- [WORK INSTRUCTIONS]: Find and copy every line in the records that includes the string "casing".

Top of MATERIAL SUPPLIED

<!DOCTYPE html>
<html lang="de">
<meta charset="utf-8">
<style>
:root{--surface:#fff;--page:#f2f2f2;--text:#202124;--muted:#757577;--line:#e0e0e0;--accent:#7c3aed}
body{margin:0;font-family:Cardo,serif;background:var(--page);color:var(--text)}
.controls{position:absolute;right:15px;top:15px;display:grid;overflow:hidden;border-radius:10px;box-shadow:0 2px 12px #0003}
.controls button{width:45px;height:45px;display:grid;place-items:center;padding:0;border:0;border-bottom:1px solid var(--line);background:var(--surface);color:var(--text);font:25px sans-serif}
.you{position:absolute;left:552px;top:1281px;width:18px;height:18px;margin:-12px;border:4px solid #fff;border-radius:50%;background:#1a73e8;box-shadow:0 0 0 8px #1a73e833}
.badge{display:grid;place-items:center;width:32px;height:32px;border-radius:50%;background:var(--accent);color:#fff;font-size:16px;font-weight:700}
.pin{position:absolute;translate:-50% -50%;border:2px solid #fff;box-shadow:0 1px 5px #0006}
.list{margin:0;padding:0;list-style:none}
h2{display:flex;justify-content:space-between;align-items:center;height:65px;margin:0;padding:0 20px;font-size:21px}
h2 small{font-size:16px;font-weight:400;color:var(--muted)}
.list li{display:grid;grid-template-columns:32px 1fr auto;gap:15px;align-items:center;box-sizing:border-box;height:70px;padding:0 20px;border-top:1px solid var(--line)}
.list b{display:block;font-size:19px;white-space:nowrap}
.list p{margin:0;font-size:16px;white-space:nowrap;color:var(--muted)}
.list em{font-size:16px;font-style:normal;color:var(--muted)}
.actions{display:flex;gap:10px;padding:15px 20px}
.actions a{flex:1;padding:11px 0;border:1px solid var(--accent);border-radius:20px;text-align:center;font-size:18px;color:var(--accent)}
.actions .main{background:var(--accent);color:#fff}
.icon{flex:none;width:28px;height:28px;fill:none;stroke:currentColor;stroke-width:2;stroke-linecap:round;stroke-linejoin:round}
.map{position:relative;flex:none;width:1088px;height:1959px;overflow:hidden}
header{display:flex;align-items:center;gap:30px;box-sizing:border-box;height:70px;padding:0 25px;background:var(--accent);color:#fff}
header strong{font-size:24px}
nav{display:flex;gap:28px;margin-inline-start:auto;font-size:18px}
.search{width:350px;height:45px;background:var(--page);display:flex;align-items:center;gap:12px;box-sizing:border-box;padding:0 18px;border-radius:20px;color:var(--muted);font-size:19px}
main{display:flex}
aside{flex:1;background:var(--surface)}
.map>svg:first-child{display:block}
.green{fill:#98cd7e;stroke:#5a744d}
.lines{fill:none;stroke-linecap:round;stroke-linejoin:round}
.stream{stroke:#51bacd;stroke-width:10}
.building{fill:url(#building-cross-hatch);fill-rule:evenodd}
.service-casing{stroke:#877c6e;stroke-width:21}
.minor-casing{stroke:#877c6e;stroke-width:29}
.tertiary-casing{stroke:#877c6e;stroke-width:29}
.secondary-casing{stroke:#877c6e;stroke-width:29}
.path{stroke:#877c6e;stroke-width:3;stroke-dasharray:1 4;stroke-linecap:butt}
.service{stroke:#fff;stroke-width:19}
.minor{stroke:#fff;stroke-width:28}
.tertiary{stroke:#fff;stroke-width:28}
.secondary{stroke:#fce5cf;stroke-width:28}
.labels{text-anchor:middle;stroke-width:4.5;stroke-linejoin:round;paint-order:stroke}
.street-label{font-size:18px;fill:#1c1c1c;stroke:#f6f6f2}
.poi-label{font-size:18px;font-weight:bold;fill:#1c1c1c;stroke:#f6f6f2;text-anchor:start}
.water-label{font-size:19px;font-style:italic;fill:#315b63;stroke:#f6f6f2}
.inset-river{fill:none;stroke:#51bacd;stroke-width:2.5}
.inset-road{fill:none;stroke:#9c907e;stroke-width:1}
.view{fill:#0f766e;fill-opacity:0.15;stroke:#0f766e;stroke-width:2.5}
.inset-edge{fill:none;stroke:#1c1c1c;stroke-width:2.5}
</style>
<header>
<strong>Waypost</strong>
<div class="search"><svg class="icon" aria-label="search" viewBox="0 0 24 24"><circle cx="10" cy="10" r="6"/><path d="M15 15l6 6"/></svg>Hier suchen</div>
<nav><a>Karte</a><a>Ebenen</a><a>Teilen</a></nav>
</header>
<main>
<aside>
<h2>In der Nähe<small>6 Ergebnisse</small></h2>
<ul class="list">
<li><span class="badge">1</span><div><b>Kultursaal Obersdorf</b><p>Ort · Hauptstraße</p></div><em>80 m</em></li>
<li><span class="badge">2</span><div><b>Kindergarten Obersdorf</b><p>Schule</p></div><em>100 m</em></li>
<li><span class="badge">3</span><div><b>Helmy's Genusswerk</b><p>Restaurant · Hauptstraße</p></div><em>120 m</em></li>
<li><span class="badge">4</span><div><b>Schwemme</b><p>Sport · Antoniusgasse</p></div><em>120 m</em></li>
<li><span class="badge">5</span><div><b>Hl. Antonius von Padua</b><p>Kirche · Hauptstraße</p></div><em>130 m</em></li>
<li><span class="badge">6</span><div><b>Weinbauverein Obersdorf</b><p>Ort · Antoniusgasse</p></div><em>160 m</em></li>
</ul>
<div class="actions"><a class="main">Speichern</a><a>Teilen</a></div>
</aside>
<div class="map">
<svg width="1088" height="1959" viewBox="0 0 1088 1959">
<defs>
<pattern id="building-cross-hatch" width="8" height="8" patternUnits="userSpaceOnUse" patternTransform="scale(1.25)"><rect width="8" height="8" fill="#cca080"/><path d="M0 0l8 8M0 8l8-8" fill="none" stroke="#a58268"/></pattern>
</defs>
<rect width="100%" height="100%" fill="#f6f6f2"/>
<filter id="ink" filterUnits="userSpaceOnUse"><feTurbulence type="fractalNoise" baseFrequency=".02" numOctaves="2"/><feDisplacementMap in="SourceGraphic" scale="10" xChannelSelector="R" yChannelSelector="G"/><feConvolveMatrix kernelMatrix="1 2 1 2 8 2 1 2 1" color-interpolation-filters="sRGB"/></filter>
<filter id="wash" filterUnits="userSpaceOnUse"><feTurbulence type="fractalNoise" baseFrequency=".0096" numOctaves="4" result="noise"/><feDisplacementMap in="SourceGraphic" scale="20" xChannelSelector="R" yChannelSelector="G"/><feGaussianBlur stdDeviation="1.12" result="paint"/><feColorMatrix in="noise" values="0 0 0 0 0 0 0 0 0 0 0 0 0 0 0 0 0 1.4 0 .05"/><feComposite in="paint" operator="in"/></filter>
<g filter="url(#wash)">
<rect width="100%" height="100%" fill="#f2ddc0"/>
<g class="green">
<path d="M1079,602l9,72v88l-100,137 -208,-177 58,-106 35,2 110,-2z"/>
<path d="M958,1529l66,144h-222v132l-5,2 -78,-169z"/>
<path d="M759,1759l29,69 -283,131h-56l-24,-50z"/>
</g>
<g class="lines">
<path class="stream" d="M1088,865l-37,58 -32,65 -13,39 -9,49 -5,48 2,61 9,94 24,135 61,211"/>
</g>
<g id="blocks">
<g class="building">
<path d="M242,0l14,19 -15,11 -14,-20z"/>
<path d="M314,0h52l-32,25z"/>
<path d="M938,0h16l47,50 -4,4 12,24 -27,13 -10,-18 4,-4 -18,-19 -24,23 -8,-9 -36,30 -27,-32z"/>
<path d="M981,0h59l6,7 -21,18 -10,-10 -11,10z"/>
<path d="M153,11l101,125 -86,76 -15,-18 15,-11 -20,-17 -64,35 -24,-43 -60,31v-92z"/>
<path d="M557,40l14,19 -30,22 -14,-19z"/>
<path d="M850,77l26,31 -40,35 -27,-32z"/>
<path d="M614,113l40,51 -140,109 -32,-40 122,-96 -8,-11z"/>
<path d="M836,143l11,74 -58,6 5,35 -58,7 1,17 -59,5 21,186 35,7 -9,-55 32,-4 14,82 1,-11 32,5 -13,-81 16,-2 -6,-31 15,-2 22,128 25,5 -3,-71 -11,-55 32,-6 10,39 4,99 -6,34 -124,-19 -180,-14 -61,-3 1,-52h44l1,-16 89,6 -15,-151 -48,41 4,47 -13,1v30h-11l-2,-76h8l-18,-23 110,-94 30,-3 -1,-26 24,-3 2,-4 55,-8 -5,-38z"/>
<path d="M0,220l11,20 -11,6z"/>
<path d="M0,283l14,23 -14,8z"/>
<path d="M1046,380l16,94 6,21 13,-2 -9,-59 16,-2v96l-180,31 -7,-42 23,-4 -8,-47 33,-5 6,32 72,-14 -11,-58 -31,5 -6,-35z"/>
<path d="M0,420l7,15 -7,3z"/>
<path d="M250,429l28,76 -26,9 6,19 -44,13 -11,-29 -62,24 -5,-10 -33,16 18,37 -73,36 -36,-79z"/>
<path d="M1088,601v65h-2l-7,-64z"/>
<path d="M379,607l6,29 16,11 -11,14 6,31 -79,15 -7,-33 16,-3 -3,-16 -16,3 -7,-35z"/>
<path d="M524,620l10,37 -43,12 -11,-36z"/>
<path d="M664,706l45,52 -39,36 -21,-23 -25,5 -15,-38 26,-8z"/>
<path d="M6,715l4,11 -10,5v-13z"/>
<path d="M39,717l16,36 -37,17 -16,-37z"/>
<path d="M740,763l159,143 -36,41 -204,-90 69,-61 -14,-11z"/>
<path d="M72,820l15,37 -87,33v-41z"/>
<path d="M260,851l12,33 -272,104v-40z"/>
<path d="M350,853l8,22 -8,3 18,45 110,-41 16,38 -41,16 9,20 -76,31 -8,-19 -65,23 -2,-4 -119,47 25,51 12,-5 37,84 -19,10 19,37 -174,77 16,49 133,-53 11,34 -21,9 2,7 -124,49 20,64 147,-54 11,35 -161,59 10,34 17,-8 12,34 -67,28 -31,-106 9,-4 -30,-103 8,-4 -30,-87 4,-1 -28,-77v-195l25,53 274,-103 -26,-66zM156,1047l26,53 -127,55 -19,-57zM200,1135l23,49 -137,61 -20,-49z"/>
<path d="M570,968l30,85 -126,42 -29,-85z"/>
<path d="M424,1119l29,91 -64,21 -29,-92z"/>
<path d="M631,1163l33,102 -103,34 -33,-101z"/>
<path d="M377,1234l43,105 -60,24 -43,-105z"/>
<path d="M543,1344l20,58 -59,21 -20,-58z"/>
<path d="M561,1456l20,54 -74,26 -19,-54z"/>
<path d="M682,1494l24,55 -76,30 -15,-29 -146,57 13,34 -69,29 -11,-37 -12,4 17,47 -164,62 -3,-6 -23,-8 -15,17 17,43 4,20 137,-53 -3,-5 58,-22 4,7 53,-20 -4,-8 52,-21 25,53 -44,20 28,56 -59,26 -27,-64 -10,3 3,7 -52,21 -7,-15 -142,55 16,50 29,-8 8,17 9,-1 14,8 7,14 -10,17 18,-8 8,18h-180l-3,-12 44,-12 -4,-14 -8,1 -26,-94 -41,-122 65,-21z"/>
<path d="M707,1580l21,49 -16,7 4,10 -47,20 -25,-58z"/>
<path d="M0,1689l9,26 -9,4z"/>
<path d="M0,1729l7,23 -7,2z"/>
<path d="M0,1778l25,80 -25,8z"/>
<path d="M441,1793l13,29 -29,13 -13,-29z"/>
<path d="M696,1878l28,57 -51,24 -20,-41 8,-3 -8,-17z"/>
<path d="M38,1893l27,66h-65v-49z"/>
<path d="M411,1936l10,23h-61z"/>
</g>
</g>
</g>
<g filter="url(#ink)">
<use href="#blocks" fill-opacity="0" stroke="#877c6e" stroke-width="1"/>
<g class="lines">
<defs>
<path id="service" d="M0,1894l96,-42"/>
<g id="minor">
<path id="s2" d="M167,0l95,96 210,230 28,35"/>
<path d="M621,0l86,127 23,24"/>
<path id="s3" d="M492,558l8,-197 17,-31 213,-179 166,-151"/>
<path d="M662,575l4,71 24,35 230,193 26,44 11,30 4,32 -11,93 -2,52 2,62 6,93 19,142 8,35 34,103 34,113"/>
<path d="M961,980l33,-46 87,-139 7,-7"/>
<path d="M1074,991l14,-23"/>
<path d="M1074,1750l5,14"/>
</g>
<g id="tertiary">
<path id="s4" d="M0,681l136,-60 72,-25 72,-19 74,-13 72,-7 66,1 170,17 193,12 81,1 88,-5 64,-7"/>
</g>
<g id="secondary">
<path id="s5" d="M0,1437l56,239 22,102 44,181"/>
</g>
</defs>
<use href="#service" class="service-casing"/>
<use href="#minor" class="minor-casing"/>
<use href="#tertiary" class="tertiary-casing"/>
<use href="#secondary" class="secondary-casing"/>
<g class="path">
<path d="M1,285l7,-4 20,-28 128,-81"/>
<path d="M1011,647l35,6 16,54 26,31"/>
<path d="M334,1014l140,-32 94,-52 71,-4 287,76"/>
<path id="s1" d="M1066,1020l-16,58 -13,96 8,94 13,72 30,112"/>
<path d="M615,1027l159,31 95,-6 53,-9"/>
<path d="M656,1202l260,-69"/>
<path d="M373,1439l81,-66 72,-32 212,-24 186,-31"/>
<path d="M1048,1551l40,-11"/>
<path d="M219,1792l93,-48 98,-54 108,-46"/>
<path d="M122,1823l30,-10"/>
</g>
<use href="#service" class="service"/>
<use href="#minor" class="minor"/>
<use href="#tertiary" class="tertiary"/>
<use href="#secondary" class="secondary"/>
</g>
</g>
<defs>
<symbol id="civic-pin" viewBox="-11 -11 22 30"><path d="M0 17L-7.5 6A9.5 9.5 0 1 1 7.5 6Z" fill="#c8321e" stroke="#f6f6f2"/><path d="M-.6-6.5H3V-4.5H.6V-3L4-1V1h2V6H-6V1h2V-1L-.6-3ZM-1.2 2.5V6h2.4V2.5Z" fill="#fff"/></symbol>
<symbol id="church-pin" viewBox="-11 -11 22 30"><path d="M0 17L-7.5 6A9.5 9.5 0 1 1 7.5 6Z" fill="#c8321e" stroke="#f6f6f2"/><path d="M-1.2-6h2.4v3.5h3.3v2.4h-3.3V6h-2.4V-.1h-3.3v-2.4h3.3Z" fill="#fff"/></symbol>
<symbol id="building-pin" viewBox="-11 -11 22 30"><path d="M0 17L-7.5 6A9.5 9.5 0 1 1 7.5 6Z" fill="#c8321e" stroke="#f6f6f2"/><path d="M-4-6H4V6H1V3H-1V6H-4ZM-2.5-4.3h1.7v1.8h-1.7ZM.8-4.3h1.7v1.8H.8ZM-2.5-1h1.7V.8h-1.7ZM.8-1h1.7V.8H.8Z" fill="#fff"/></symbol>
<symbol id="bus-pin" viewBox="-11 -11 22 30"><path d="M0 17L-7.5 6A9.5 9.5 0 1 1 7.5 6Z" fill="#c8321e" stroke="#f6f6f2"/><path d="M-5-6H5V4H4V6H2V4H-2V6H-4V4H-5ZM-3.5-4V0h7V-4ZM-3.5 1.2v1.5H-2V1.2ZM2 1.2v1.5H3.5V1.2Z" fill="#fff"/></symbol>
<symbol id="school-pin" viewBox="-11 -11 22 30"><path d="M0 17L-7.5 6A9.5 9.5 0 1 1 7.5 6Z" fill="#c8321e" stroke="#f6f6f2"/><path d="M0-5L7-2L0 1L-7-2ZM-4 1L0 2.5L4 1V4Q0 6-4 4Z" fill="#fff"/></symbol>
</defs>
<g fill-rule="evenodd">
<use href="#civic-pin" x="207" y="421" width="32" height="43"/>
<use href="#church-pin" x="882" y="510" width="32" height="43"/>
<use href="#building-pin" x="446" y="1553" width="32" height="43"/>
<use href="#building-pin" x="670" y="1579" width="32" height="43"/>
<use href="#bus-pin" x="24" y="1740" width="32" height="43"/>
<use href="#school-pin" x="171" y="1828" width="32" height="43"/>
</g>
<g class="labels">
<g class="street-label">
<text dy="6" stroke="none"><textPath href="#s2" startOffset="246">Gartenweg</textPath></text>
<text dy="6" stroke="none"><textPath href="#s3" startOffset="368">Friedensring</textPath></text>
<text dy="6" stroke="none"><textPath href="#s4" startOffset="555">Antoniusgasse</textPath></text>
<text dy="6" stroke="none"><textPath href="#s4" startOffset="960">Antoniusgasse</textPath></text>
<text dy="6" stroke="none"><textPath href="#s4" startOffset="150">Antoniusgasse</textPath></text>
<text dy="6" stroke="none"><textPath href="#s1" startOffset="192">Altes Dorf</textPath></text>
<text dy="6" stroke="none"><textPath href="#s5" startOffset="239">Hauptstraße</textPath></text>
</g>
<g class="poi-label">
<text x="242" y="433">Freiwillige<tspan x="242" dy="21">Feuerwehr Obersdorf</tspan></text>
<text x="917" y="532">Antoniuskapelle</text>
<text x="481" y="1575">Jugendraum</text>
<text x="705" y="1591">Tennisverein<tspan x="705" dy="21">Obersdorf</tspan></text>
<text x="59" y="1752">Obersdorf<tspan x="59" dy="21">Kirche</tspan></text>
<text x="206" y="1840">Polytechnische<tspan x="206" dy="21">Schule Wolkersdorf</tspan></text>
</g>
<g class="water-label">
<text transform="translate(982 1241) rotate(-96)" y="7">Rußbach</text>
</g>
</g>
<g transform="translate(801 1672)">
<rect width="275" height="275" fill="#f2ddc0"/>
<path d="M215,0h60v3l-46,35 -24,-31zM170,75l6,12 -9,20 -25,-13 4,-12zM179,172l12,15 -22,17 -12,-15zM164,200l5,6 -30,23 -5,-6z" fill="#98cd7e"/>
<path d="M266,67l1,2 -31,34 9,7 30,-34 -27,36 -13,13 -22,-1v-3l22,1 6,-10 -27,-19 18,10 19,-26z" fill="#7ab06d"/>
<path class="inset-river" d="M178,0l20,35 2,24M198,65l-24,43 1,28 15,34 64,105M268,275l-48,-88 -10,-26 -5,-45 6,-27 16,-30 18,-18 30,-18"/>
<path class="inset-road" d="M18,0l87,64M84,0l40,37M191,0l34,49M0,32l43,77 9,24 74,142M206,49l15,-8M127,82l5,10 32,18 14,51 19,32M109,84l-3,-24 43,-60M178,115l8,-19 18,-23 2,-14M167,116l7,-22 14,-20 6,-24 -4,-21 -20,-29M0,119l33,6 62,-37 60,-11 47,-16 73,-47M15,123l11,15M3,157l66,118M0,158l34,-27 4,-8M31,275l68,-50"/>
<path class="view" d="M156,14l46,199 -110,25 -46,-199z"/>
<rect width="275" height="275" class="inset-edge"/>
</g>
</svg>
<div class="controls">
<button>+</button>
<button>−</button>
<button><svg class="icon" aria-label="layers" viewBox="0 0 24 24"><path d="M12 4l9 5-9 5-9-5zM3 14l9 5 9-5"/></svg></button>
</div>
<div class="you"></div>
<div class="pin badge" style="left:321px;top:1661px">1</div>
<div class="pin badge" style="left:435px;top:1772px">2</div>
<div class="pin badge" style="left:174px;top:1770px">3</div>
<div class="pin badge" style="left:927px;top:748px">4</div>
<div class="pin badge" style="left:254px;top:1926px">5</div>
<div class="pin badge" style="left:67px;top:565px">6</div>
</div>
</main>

Bottom of MATERIAL SUPPLIED

- [RESULT FOR THIS EXERCISE]:
.service-casing{stroke:#877c6e;stroke-width:21}
.minor-casing{stroke:#877c6e;stroke-width:29}
.tertiary-casing{stroke:#877c6e;stroke-width:29}
.secondary-casing{stroke:#877c6e;stroke-width:29}
<use href="#service" class="service-casing"/>
<use href="#minor" class="minor-casing"/>
<use href="#tertiary" class="tertiary-casing"/>
<use href="#secondary" class="secondary-casing"/>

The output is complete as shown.